Try it: Find every line in the records that holds the string "this". Copy each one.
*** Records to process ***
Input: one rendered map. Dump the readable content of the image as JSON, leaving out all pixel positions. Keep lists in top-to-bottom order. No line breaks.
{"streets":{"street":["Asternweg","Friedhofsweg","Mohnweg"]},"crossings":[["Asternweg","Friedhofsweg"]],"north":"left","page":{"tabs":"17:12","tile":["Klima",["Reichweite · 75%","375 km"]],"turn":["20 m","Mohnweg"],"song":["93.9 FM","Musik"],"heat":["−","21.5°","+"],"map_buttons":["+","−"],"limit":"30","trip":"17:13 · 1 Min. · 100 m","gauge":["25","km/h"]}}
*** End of Records to process ***
*** Records to process ***
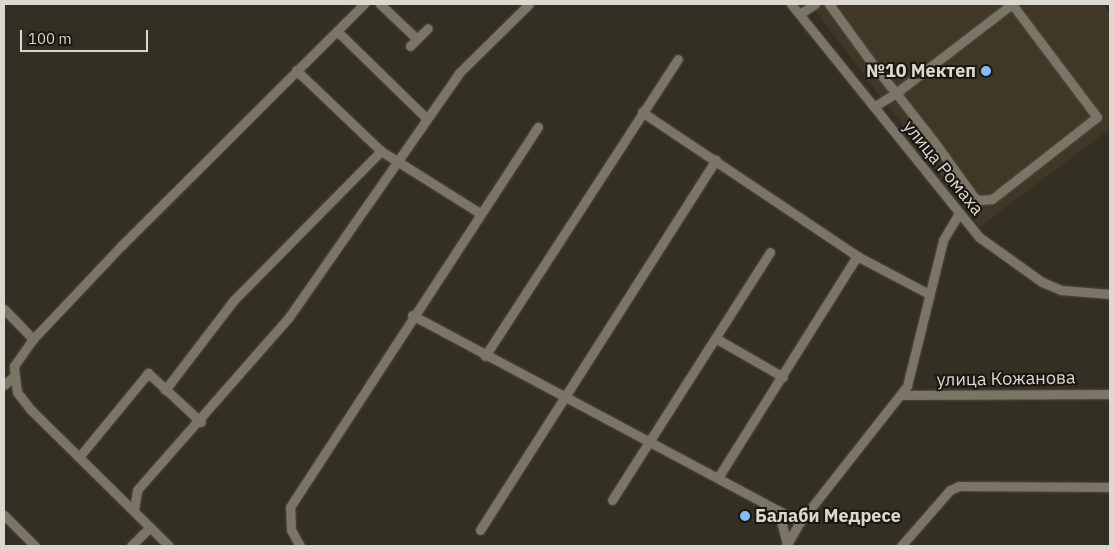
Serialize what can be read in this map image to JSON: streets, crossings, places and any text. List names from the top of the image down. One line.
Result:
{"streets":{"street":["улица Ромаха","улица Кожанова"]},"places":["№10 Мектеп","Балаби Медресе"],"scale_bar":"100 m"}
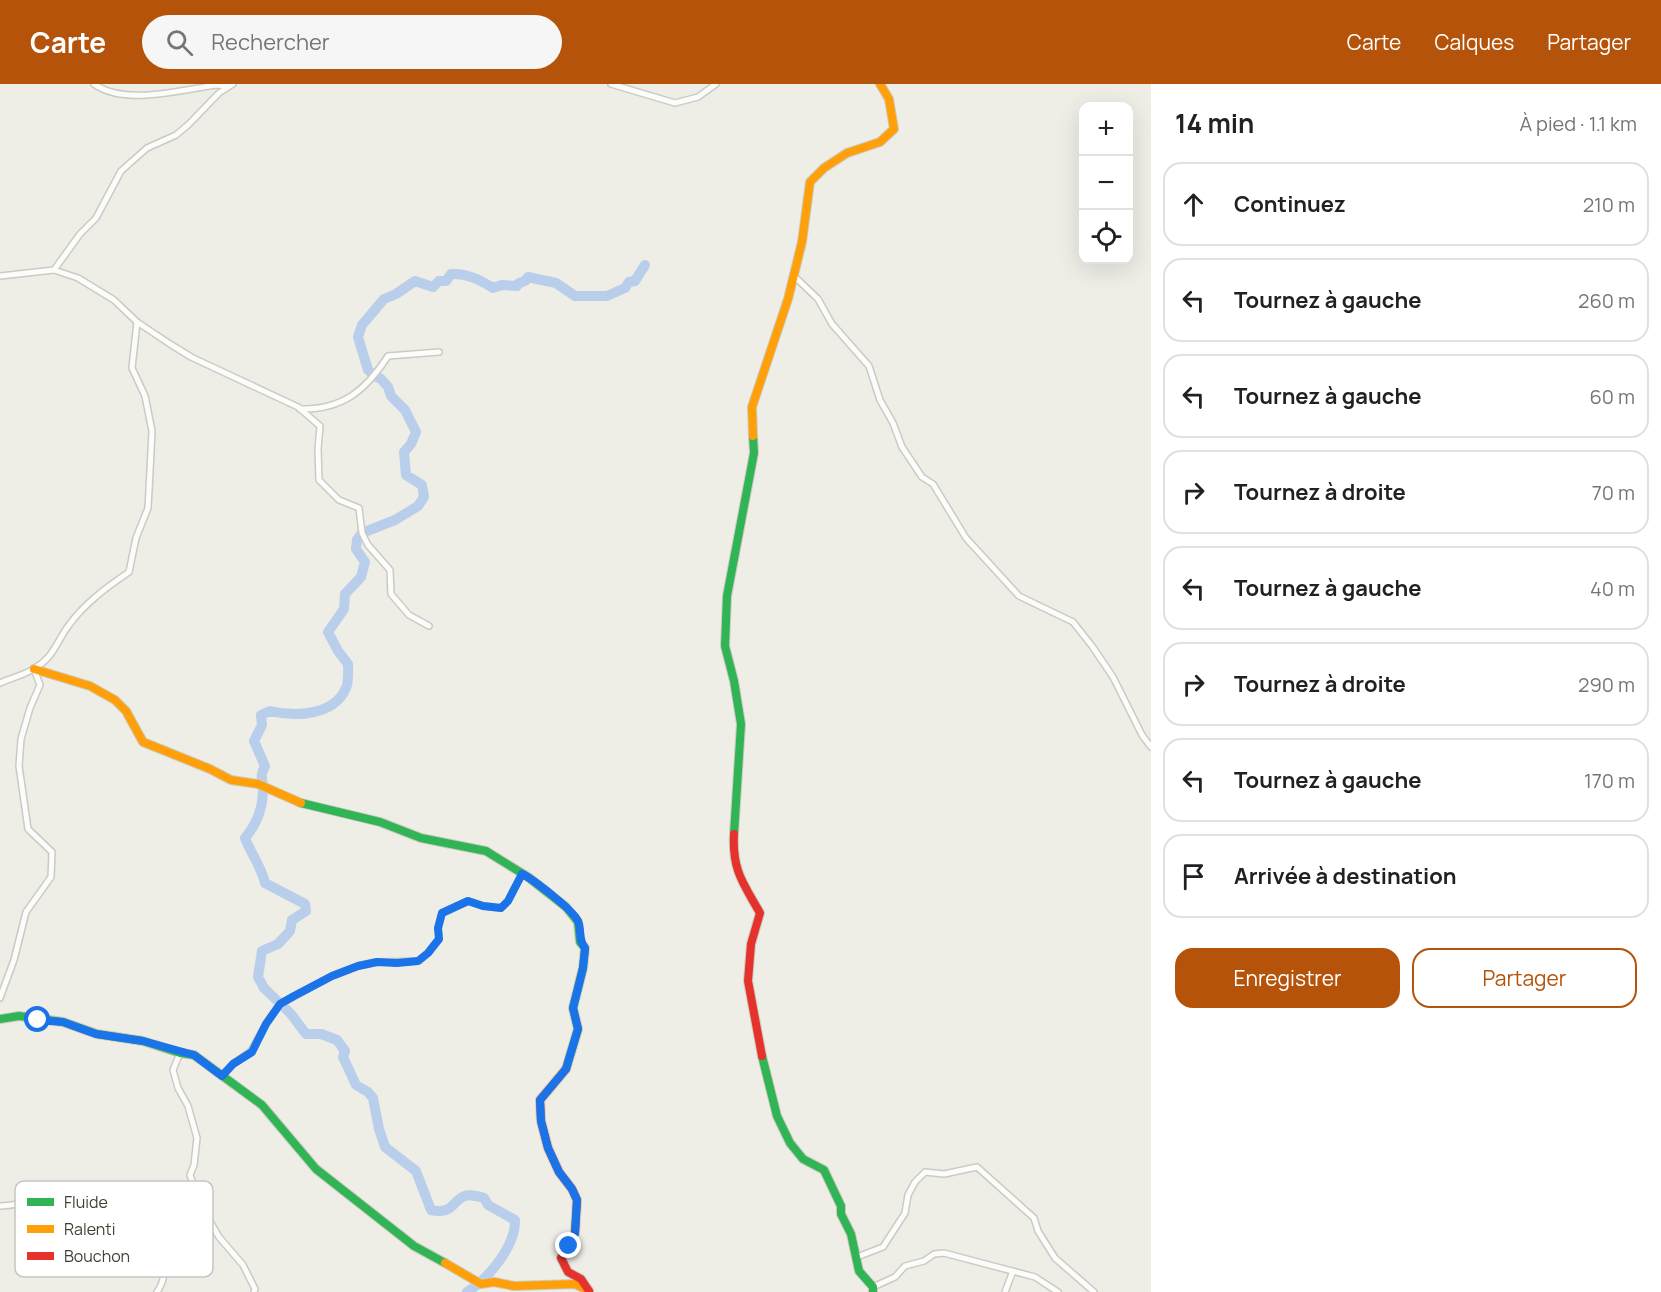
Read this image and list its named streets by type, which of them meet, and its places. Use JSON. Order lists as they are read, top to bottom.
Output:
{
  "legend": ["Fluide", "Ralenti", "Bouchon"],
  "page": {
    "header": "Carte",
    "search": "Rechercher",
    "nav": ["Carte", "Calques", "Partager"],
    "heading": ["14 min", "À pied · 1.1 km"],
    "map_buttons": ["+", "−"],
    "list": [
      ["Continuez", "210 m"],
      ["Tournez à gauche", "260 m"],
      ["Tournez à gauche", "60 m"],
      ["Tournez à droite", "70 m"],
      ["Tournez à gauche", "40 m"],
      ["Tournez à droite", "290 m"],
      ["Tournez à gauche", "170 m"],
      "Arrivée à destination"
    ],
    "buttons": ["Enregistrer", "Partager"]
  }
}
*** End of Records to process ***
Response to the task:
Serialize what can be read in this map image to JSON: streets, crossings, places and any text. List names from the top of the image down. One line.
Read this image and list its named streets by type, which of them meet, and its places. Use JSON. Order lists as they are read, top to bottom.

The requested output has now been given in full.